BBC One’s adaption of Tolstoy’s War and Peace is over and what a story it has been both on screen and within the domain of public opinion.
Initially the BBC had anticipated that the programme would be watched by those belonging to the traditional Sunday night costume drama club. However, that was certainly not the case as the first episode attracted 6.3 million viewers and from the looks of Twitter and Facebook posts, it gained the attention of a very diverse and unexpected audience.
So I won’t go into much detail about what War and Peace is about, because if you’ve already seen it then you already know, and if you haven’t, then I’d only ruin all the secrets awaiting you
But to give a brief synopsis…War and Peace is based on the 19th century socio-political novel by Leo Tolstoy. The story starts in 1805 Russia, which was battling with the fierce Napoleonic France in the heart of a chaotic Europe. The plot unfolds around the lives of five aristocratic families who reflect the reality of upper class life in Tsarist Russia. As these players fall in and out of love, get married, conduct affairs and pass away, one cannot help but notice the intense disillusionment they face. But the pretty painted lives of the idle rich doesn’t last long as in 1812 Russia is invaded by a ravenous France and their privileged world comes crashing down around them. But as the smoke clears, who will survive? Who will have changed? And what will their futures now hold?
But now that War and Peace is over, it’s time to give a verdict. Like most of the show’s dedicated followers, I have been left feeling ever so slightly confused about how I feel. I know I enjoyed it. I eagerly tuned in every week as I love anything that involves 19th century costumes and a web of narrative threads. But I can’t honestly decide whether the series itself was good or bad as a whole.
Well, first things first. As a history student and a lover of classical literature, I firmly believe that the series was too short. There is no way you can get a 1,225 page novel into seven hours. Some say that cutting it down makes it more concise and trims away all the extra fat. But I disagree. Ok, so maybe not every little scene in War and Peace is relevant but there is a lot going on, not just in terms of storylines, but in relation to the deeper strand of philosophical discourse. Because of this, I feel that a couple more hours would have been very beneficial as it would have given the series more time to explore plot lines, character development and the bridging between various ideologies examined by Tolstoy.
My other criticism is that War and Peace is an exploration of Russian society at its most extravagant. For you see, Russia was undoubtedly the most wealthy and corrupt nation in Europe at the time as the 2% of the population which the main characters belonged to, whittled away 95% of the nation’s wealth. So to me, this level of prosperity and magnificence wasn’t clear in any of the episodes. I wanted more glamour, more glitz and a lot more indulgence. Yes, given the fact that this series had a £2million budget per episode, I wasn’t anywhere near as awe struck as I should have been.
My final criticism is that the sound was very badly managed, as throughout the episodes the diegetics were poorly constructed and edited. There were times when you couldn’t hear what people were saying because they mumbled or spoke too quietly. On other occasions the non-diegetic sound was too loud in comparison to the action and it left a very unnatural effect and all of this distracted me from enjoying the aspects of the episode that I was meant to.
But enough grumbling. It wasn’t all bad. I may not have loved it all, but I can’t deny that I was really taken in by the story. I admired the handling of Tolstoy’s themes and the development of his characters which individually amplify what he referred to himself as, “wild social virtues and vices.” Actors such as Paul Dano who played Pierre and James Norton who played Prince Andrei were excellent in their roles and really carried the story with admirable conviction.
The drama was fantastic and I especially loved the final two episodes which had a gorgeous amount of blood and gore, so on that front they didn’t hold back on the visuals.
For those who have said they gave up because they couldn’t follow the story as there was too much going on, I respectfully disagree.

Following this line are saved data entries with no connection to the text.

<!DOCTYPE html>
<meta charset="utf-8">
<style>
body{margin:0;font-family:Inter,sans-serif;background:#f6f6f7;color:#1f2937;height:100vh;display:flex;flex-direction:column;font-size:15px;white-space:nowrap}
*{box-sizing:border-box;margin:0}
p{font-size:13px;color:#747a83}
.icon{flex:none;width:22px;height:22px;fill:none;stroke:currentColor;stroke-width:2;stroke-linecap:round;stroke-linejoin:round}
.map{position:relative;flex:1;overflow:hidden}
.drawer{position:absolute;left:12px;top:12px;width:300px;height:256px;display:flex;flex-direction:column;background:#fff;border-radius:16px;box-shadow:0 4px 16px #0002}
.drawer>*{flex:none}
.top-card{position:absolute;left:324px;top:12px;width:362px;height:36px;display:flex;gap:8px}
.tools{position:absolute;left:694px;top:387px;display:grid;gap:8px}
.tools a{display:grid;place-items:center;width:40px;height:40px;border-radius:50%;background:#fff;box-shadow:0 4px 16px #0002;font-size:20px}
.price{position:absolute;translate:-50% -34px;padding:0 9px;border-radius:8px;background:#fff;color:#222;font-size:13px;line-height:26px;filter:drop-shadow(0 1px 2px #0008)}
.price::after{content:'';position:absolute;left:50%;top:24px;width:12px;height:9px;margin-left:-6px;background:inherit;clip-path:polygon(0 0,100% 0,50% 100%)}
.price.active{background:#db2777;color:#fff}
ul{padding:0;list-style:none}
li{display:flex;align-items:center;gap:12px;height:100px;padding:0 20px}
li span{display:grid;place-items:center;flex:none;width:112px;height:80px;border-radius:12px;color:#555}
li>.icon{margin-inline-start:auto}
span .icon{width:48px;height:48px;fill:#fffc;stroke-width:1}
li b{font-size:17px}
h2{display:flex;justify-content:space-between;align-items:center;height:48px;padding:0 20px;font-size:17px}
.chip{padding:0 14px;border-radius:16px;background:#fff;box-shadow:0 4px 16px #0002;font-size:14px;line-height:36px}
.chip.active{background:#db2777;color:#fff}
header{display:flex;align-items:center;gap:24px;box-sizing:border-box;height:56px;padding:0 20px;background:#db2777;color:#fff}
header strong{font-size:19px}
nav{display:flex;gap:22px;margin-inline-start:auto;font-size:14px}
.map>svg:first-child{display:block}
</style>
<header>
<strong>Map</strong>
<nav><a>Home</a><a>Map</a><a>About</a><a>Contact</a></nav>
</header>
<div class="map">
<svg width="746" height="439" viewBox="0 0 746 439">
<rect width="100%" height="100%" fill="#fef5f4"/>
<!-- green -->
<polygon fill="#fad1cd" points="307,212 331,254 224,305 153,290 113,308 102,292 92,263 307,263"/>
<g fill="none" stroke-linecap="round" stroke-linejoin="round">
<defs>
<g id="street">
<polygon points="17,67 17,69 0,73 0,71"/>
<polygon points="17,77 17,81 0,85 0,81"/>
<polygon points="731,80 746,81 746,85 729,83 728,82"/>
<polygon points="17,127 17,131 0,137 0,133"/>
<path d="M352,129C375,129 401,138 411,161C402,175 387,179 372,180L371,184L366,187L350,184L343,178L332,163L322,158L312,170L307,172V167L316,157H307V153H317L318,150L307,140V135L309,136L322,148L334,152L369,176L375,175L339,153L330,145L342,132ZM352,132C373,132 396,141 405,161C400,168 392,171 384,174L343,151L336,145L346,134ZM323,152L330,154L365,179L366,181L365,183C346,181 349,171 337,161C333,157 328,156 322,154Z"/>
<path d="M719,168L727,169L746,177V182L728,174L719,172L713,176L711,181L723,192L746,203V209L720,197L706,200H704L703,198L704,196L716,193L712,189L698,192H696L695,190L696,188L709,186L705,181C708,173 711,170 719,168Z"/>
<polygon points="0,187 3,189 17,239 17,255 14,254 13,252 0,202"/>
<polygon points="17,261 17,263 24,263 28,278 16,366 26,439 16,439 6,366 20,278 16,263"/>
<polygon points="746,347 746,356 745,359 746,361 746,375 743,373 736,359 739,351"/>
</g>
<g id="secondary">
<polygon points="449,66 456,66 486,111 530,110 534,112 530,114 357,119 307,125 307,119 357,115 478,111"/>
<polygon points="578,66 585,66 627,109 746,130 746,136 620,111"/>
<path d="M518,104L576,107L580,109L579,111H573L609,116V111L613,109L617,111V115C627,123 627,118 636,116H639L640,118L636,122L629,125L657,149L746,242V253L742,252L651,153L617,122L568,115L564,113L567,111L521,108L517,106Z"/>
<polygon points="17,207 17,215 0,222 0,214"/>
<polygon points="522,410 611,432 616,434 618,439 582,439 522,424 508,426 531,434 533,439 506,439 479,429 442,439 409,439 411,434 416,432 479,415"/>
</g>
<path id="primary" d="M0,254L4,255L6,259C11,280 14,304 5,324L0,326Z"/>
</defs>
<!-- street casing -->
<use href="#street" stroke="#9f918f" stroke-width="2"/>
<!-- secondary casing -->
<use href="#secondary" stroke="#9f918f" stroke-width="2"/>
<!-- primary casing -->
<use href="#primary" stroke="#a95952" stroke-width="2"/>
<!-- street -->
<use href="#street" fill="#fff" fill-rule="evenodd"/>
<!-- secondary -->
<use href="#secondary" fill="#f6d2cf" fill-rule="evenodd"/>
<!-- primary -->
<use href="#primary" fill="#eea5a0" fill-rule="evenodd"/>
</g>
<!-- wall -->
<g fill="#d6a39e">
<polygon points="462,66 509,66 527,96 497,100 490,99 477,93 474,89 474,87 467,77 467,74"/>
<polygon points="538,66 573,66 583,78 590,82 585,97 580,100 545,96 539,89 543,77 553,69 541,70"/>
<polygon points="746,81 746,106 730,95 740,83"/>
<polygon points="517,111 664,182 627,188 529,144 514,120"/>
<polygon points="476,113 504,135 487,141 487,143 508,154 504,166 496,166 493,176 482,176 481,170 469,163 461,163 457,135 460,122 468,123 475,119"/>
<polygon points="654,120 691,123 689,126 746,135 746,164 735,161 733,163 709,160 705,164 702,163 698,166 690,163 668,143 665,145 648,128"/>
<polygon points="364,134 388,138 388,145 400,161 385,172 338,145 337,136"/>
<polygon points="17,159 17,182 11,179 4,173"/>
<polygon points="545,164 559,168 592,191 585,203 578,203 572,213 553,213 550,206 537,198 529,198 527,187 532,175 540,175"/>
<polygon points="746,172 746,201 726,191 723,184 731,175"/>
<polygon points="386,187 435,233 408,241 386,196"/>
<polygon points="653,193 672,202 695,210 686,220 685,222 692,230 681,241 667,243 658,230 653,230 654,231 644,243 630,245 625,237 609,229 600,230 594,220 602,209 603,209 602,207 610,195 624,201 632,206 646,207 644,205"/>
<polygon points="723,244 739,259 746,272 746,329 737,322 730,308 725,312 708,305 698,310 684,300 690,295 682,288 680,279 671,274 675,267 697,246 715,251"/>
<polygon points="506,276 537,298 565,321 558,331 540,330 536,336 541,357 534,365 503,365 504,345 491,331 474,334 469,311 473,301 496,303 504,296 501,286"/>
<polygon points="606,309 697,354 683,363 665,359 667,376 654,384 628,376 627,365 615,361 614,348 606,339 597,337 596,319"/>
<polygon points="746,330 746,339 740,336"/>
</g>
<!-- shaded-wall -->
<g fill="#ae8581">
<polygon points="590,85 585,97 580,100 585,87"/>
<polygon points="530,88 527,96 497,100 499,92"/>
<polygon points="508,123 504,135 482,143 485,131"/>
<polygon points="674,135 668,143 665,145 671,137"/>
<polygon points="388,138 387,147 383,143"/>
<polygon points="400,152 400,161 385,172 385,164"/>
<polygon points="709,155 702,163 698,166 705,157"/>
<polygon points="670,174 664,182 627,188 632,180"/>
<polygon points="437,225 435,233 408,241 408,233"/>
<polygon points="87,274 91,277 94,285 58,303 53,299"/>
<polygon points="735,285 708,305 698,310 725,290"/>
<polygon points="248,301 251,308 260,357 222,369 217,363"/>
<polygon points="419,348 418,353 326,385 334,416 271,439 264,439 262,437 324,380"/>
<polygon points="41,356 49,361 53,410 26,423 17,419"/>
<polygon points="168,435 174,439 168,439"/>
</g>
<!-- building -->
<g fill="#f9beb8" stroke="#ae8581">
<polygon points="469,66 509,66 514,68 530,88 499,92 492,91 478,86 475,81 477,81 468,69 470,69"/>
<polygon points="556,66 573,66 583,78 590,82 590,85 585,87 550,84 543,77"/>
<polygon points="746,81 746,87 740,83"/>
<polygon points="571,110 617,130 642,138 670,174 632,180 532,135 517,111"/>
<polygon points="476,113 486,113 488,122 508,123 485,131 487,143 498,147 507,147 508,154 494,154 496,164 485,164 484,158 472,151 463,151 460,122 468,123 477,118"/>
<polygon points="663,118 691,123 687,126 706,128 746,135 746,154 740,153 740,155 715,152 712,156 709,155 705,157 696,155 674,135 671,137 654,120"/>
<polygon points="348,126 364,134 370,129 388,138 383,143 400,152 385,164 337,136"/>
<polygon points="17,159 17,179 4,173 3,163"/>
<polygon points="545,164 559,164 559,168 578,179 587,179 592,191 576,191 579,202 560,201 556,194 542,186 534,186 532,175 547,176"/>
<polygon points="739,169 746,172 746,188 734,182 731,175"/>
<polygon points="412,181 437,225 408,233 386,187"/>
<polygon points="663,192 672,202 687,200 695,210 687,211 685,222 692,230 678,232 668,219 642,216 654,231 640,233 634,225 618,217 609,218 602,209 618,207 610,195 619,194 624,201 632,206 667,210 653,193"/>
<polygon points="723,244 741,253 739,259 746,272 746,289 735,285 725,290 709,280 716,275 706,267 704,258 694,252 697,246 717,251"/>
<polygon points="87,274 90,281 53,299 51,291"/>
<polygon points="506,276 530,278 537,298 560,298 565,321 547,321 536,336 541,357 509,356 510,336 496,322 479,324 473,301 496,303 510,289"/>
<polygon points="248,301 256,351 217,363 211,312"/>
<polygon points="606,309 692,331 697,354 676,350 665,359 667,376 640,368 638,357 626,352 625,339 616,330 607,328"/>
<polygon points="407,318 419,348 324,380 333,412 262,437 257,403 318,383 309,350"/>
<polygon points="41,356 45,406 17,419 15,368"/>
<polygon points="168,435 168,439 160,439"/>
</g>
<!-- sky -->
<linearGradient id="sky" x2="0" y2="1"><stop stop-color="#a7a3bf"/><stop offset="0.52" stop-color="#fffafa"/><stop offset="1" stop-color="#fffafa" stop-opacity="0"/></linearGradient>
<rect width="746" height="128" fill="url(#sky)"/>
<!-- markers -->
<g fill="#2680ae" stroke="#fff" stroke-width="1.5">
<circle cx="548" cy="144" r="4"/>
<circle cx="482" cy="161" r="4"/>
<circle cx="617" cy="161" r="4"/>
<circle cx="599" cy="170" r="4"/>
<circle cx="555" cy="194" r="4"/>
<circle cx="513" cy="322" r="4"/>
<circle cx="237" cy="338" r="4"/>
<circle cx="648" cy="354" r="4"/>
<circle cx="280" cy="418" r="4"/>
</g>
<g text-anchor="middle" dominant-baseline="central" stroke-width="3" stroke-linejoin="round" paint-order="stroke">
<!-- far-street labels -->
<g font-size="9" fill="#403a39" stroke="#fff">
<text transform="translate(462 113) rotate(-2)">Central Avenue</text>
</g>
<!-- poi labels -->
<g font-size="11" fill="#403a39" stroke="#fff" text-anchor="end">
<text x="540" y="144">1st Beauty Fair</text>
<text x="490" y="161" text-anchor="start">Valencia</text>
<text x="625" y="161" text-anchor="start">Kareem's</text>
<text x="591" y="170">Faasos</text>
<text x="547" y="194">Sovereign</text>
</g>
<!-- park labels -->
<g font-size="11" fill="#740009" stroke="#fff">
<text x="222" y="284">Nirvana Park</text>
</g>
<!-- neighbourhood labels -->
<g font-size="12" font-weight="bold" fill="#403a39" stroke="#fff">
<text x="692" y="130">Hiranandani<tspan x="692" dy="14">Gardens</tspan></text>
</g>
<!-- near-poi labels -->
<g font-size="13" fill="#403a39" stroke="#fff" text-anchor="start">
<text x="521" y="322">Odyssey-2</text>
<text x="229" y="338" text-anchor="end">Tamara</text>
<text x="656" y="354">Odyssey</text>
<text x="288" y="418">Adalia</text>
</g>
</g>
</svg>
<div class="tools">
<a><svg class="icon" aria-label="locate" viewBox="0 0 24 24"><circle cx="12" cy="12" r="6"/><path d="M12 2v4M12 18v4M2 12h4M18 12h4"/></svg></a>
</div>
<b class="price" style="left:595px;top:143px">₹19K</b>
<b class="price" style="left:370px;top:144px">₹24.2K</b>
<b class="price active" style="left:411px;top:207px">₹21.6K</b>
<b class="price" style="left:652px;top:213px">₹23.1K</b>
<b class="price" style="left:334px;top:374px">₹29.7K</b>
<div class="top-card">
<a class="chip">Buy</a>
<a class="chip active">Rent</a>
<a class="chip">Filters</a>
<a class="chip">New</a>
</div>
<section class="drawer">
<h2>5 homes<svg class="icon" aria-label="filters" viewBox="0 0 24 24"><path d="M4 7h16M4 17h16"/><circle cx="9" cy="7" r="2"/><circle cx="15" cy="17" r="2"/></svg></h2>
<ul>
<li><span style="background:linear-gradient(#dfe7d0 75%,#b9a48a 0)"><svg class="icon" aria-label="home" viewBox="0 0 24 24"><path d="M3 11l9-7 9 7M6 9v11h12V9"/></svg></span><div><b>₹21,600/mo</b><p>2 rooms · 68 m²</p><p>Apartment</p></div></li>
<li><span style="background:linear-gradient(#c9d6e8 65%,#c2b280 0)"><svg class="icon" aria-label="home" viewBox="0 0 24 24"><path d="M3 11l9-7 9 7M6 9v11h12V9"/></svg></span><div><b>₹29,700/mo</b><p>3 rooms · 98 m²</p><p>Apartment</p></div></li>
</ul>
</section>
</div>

I think if you’re planning to watch an adaptation of a classic then you need to expect a little bit more intelligence than general TV offers. War and Peace was one of these series that if you paid attention and switched on the brain cells then you could really enjoy the drama. But yet again, it is a fair point that not everyone wants that kind of effort at 9pm on a Sunday. But hey, its Sunday night BBC One television, so costume dramas and all they entail is a given.
So overall, I really enjoyed the story and performances in War and Peace. They reeled me in and kept me hooked throughout. The majority of the cinematography was stunning and enticing. However, I wasn’t keen on the pacing and I felt like more could have been done to identify with Tolstoy’s central and essential issue of over indulged luxury in the elite Russian nobility.
Still, War and Peace was a very interesting and refreshing start to my 2016 and I would highly recommend those who haven’t watched it doing so, as there is something in it for everyone during the times of both war and peace.